Вдова снова шла рядом с ним...
- Выслушайте меня, профессор...
Она на ходу раскрыла сумочку и протянула профессору маленькую записную книжку:
- ... Возьмите... Может быть, вы здесь что-нибудь поймете... Это его записная книжка... что бы он ни писал, сначала, делал здесь заметки...
... Профессор полистал книжку... Она была небольшой, величиной с ладонь, красной, потрепанной, некоторые ее страницы пожелтели и выпадали. Почему-то она напоминала сны профессора. Ему казалось, что в тот страшный миг, когда академик боролся с человеком в серой куртке, она выпала из его кармана, точнее, выпала из его сна...
- Покойный последние дни говорил только о смерти... Завещал похоронить вместе с ним и рукопись... А я, дура, в ту ночь, когда он скончался... будто с ума сошла... бросила ее в печку и сожгла... - вдова снова всхлипнула. - А это взяла, чтобы вместо рукописи положить в гроб...
Отдать мне записную книжку это все равно, что положить ее в гроб, думал профессор, перелистывая страницы...
- Профессор, дайте слово, что, прочитав, вы все объясните мне...
- Обещаю... - сказал профессор, пряча книжку во внутренний карман, он ускорил шаг, обогнал и эту беспокойную женщину, и торжественно плывущий гроб с телом, свернул в сторону и пошел вниз по мощенной булыжниками улице...
... На ходу он несколько раз совал руку в карман и поглаживал пальцами ее обложку. Она была мягкой и теплой.
... Пройдя немного, профессор заметил небольшой безлюдный скверик... Выбрав место подальше от чужих глаз, он сел, достал заветную книжку и стал торопливо перелистывать ее, переворачивая оторванные листки.
... Некоторые страницы были исписаны мелкими, кривыми буквами, заполнены маленькими схемами и таблицами... Попадались и совершенно пустые страницы. Потом обрывки слов, цифры...
Он стал про себя по слогам читать эти слова:
"... Он не так не-поз-на-ва-ем, как счи-та-ют лю-ди... Е-го мож-но поз-нать..." Потом снова шли какие-то наспех и оттого неразборчиво написанные слова, обрывки фраз, какие-то дугообразные линии, кубы, ромбы, стрелки...

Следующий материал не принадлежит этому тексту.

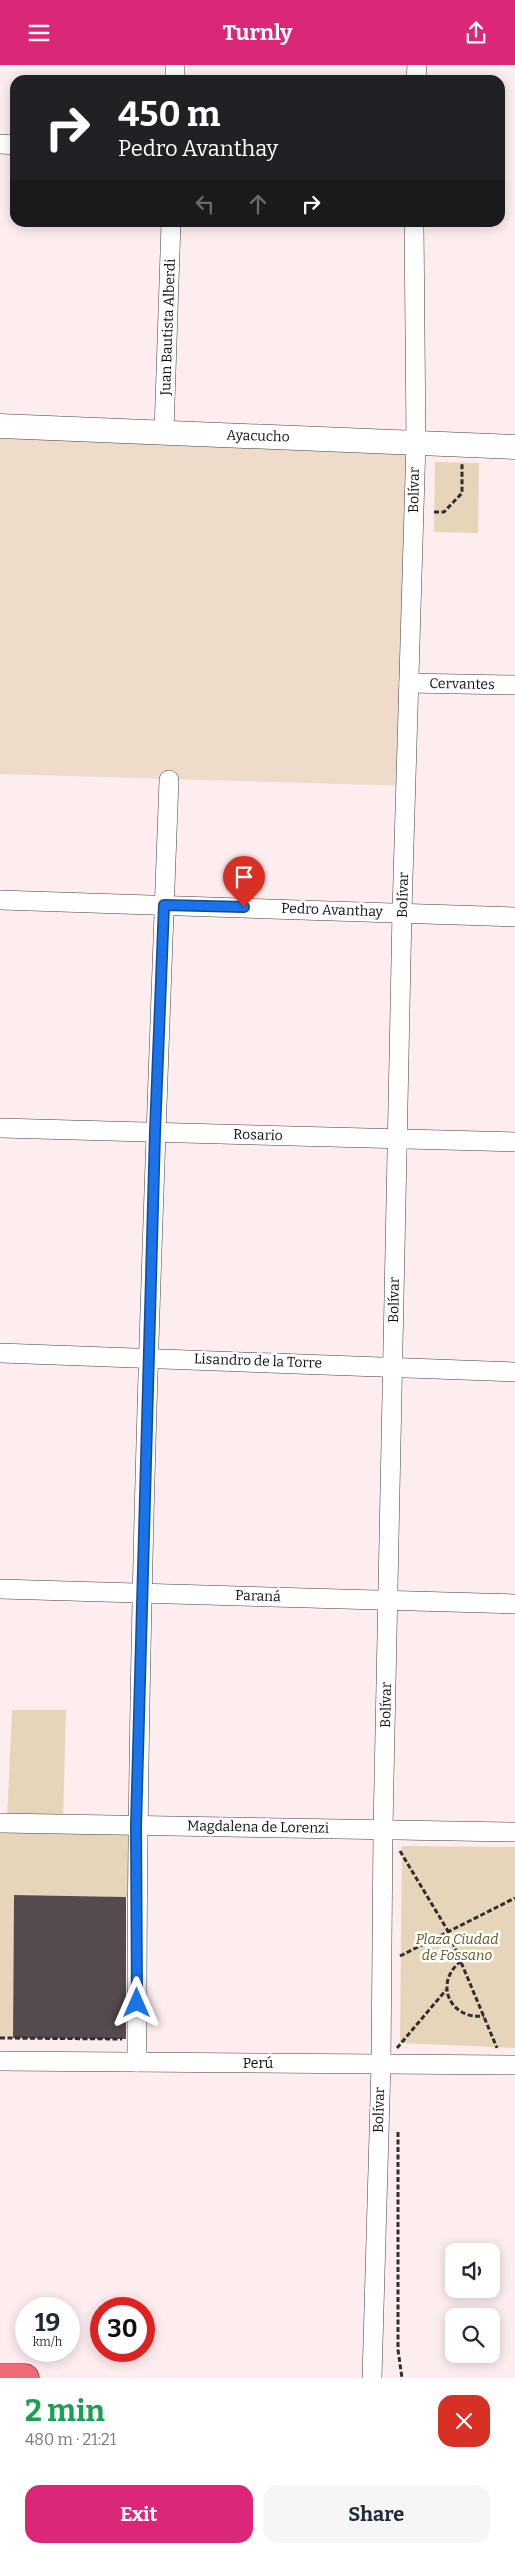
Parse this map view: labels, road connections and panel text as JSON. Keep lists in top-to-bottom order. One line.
{"streets":{"street":["Juan Bautista Alberdi","Ayacucho","Bolívar","Cervantes","Pedro Avanthay","Rosario","Lisandro de la Torre","Paraná","Magdalena de Lorenzi","Perú"]},"crossings":[["Juan Bautista Alberdi","Ayacucho"],["Ayacucho","Bolívar"],["Bolívar","Cervantes"],["Bolívar","Pedro Avanthay"],["Bolívar","Rosario"],["Bolívar","Lisandro de la Torre"],["Bolívar","Paraná"],["Bolívar","Magdalena de Lorenzi"],["Bolívar","Perú"]],"parks":["Plaza Ciudad de Fossano"],"page":{"header":"Turnly","turn":["450 m","Pedro Avanthay"],"speed":"19 km/h","limit":"30","heading":["2 min","480 m · 21:21"],"buttons":["Exit","Share"]}}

Он перевернул страницу и, снова разбирая по слогам, смог составить фразу: "... От него лишь душа человека, все ос-таль-ное лишь плод во-о-бра-же-ния. Это..."
... И снова неразборчивая запись, оборванные мысли, пустые страницы, мелкие, непонятные значки, похожие на цифры, отдельные буквы...
И далее опять: "...че-ло-век не-со-вер-ше-нен. Это не-у-дач-ный результат тысячелетнего эксперимента ученого". Рядом с этой записью стояли два восклицательных знака, а затем: "Душа и тело, душа и материя, любовь и каш... кат... киш..."
...Последнее слово профессор никак не мог разобрать. То ли кашемир, то ли категория, или кишечник... Так и есть: ки-шеч-ник... - прочитал профессор по слогам.
... Любовь и кишечник... любовь и кишечник... - что это могло значить?!.
Он продолжил чтение: "... Это единство превращает человека в вечного раба... Е-го ра-ба... Он ни-ког-да не даст че-ло-ве-ку с-во-бо-ду".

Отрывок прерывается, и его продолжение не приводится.